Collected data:
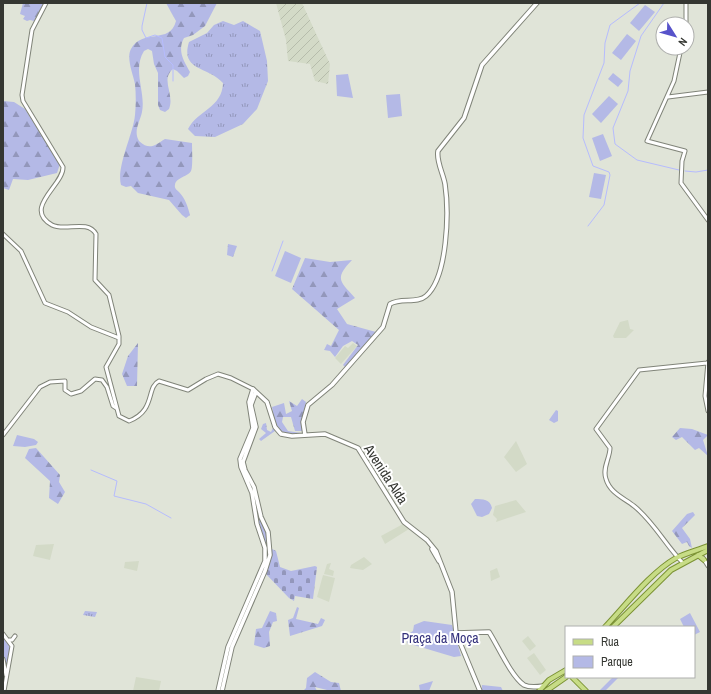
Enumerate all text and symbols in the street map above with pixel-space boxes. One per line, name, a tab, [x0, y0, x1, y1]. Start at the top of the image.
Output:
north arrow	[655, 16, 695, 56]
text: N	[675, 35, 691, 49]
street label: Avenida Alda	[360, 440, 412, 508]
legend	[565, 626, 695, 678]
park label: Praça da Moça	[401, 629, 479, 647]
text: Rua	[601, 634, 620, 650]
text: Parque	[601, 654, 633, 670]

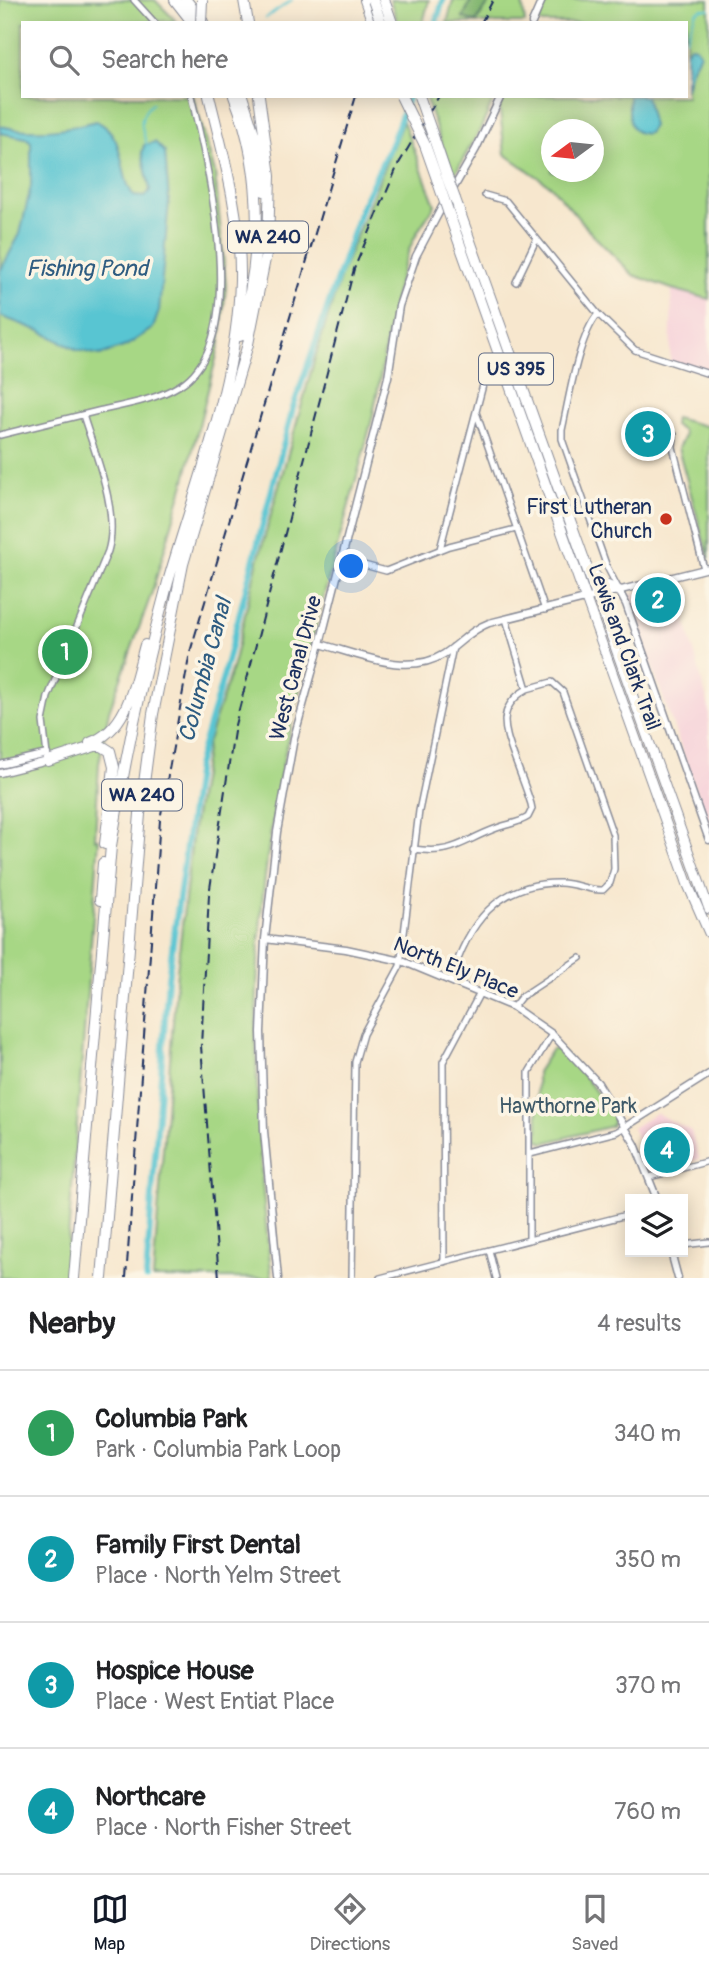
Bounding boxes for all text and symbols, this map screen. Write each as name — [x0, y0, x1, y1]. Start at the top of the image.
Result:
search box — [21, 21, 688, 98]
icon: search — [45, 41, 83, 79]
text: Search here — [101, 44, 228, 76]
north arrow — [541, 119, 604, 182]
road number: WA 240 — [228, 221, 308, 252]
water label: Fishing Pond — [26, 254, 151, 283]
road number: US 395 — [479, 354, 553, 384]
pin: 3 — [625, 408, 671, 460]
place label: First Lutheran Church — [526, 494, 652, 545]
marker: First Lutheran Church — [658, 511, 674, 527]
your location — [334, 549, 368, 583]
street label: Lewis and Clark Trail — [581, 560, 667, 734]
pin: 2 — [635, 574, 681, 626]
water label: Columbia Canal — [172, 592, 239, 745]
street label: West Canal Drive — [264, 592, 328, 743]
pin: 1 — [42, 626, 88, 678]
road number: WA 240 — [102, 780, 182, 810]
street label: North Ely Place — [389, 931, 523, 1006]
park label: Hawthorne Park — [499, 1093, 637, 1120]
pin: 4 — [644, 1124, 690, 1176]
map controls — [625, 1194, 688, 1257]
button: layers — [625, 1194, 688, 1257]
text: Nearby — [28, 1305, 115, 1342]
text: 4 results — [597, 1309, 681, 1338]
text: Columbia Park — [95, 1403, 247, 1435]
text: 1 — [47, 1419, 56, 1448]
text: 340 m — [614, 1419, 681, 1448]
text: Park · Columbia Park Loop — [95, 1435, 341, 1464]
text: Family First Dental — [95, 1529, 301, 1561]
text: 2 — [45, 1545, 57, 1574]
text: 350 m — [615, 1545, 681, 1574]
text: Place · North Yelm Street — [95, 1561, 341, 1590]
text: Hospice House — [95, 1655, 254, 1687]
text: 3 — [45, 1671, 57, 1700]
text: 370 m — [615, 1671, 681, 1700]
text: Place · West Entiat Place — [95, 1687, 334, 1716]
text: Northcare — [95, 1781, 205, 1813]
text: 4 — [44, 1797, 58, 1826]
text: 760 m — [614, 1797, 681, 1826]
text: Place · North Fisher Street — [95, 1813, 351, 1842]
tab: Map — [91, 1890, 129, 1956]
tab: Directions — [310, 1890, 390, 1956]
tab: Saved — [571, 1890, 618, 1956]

Directions for this task → The reply must match the records exactly, apart from the pictures, which are left out.

Result →
Enumerate all text and symbols in the street map above with pixel-space boxes. One per line, name, a tab, [x0, y0, x1, y1]. Start at the top of the image.
Output:
north arrow	[655, 16, 695, 56]
text: N	[675, 35, 691, 49]
street label: Avenida Alda	[360, 440, 412, 508]
legend	[565, 626, 695, 678]
park label: Praça da Moça	[401, 629, 479, 647]
text: Rua	[601, 634, 620, 650]
text: Parque	[601, 654, 633, 670]

Bounding boxes for all text and symbols, this map screen. Write each as name — [x0, y0, x1, y1]. Start at the top of the image.
Result:
search box — [21, 21, 688, 98]
icon: search — [45, 41, 83, 79]
text: Search here — [101, 44, 228, 76]
north arrow — [541, 119, 604, 182]
road number: WA 240 — [228, 221, 308, 252]
water label: Fishing Pond — [26, 254, 151, 283]
road number: US 395 — [479, 354, 553, 384]
pin: 3 — [625, 408, 671, 460]
place label: First Lutheran Church — [526, 494, 652, 545]
marker: First Lutheran Church — [658, 511, 674, 527]
your location — [334, 549, 368, 583]
street label: Lewis and Clark Trail — [581, 560, 667, 734]
pin: 2 — [635, 574, 681, 626]
water label: Columbia Canal — [172, 592, 239, 745]
street label: West Canal Drive — [264, 592, 328, 743]
pin: 1 — [42, 626, 88, 678]
road number: WA 240 — [102, 780, 182, 810]
street label: North Ely Place — [389, 931, 523, 1006]
park label: Hawthorne Park — [499, 1093, 637, 1120]
pin: 4 — [644, 1124, 690, 1176]
map controls — [625, 1194, 688, 1257]
button: layers — [625, 1194, 688, 1257]
text: Nearby — [28, 1305, 115, 1342]
text: 4 results — [597, 1309, 681, 1338]
text: Columbia Park — [95, 1403, 247, 1435]
text: 1 — [47, 1419, 56, 1448]
text: 340 m — [614, 1419, 681, 1448]
text: Park · Columbia Park Loop — [95, 1435, 341, 1464]
text: Family First Dental — [95, 1529, 301, 1561]
text: 2 — [45, 1545, 57, 1574]
text: 350 m — [615, 1545, 681, 1574]
text: Place · North Yelm Street — [95, 1561, 341, 1590]
text: Hospice House — [95, 1655, 254, 1687]
text: 3 — [45, 1671, 57, 1700]
text: 370 m — [615, 1671, 681, 1700]
text: Place · West Entiat Place — [95, 1687, 334, 1716]
text: Northcare — [95, 1781, 205, 1813]
text: 4 — [44, 1797, 58, 1826]
text: 760 m — [614, 1797, 681, 1826]
text: Place · North Fisher Street — [95, 1813, 351, 1842]
tab: Map — [91, 1890, 129, 1956]
tab: Directions — [310, 1890, 390, 1956]
tab: Saved — [571, 1890, 618, 1956]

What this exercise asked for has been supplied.